Arthur Rimbaud
L’Éclair
Le travail humain ! c'est l'explosion qui éclaire mon abîme de temps en temps.
"Rien n'est vanité ; à la science, et en avant !" crie l'Ecclésiaste moderne, c'est-à-dire Tout le monde. Et pourtant les cadavres des méchants et des fainéants tombent sur le cœur des autres... Ah ! vite, vite un peu ; là-bas, par-delà la nuit, ces récompenses futures, éternelles... les échappons-nous ?...
— Qu'y puis-je ? Je connais le travail ; et la science est trop lente. Que la prière galope et que la lumière gronde... je le vois bien. C'est trop simple, et il fait trop chaud ; on se passera de moi. J'ai mon devoir, j'en serai fier à la façon de plusieurs, en le mettant de côté.
Ma vie est usée. Allons ! feignons, fainéantons, ô pitié ! Et nous existerons en nous amusant, en rêvant amours monstres et univers fantastiques, en nous plaignant et en querellant les apparences du monde, saltimbanque, mendiant, artiste, bandit, — prêtre ! Sur mon lit d'hôpital, l'odeur de l'encens m'est revenue si puissante ; gardien des aromates sacrés, confesseur, martyr...

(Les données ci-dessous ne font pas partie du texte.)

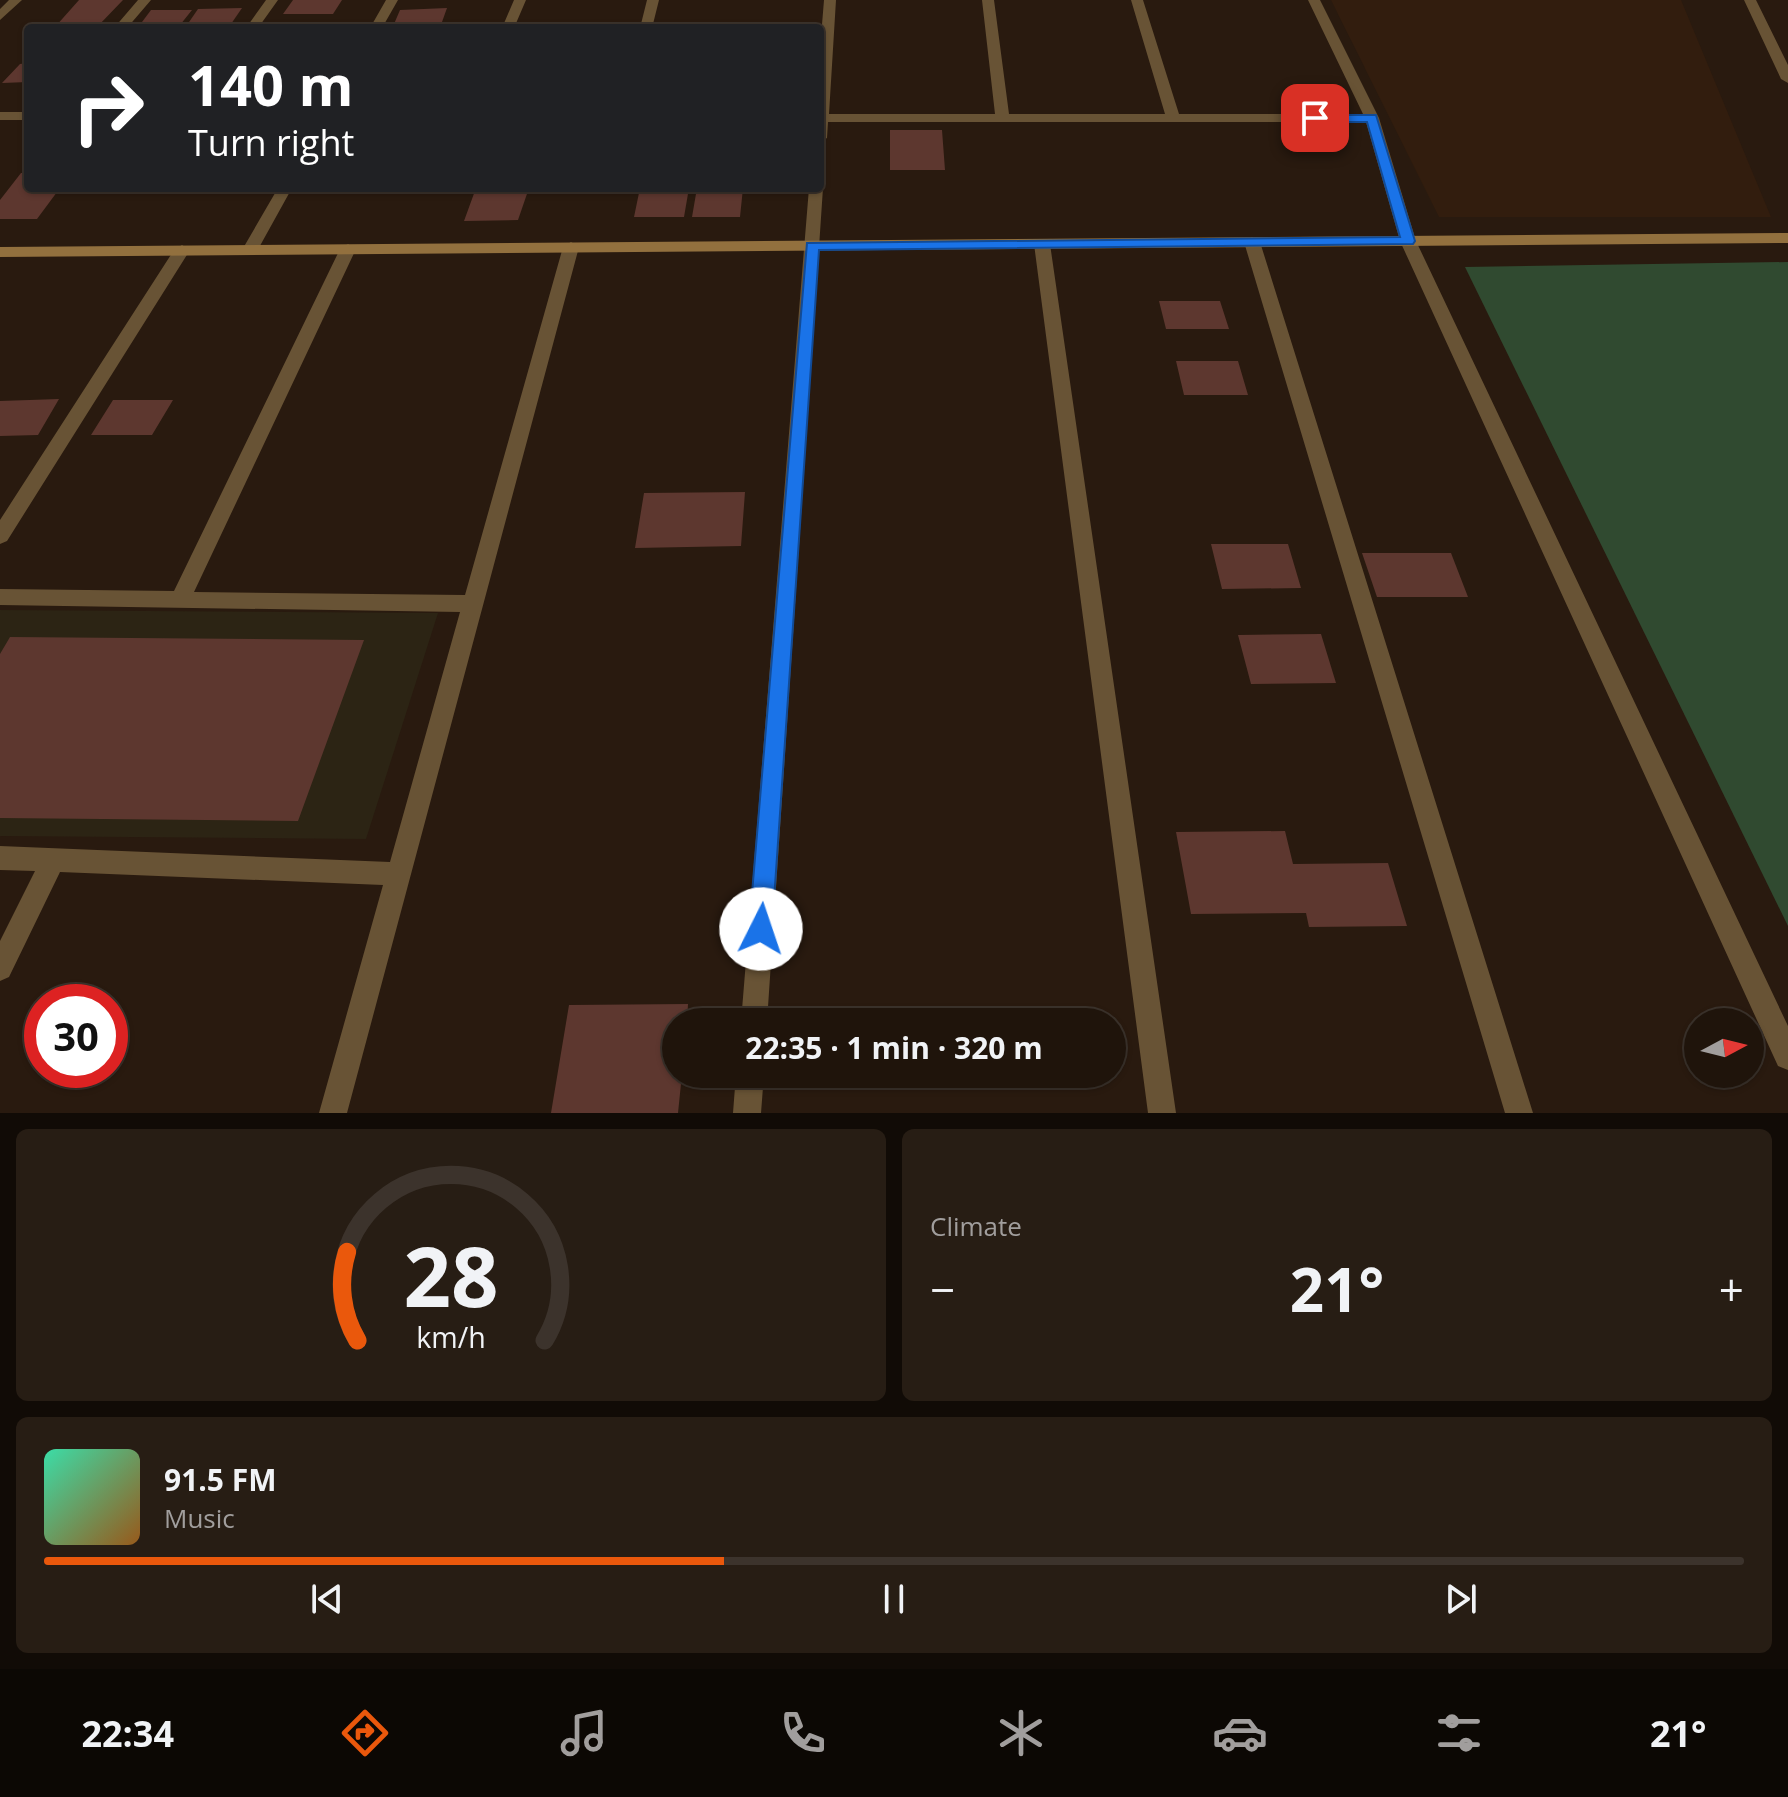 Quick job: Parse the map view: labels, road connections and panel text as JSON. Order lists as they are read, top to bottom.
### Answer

Je reconnais là ma sale éducation d'enfance. Puis quoi !... Aller mes vingt ans, si les autres vont vingt ans...
Non ! non ! à présent je me révolte contre la mort ! Le travail paraît trop léger à mon orgueil : ma trahison au monde serait un supplice trop court. Au dernier moment, j'attaquerais à droite, à gauche...
Alors, — oh ! — chère pauvre âme, l'éternité serait-elle pas perdue pour nous !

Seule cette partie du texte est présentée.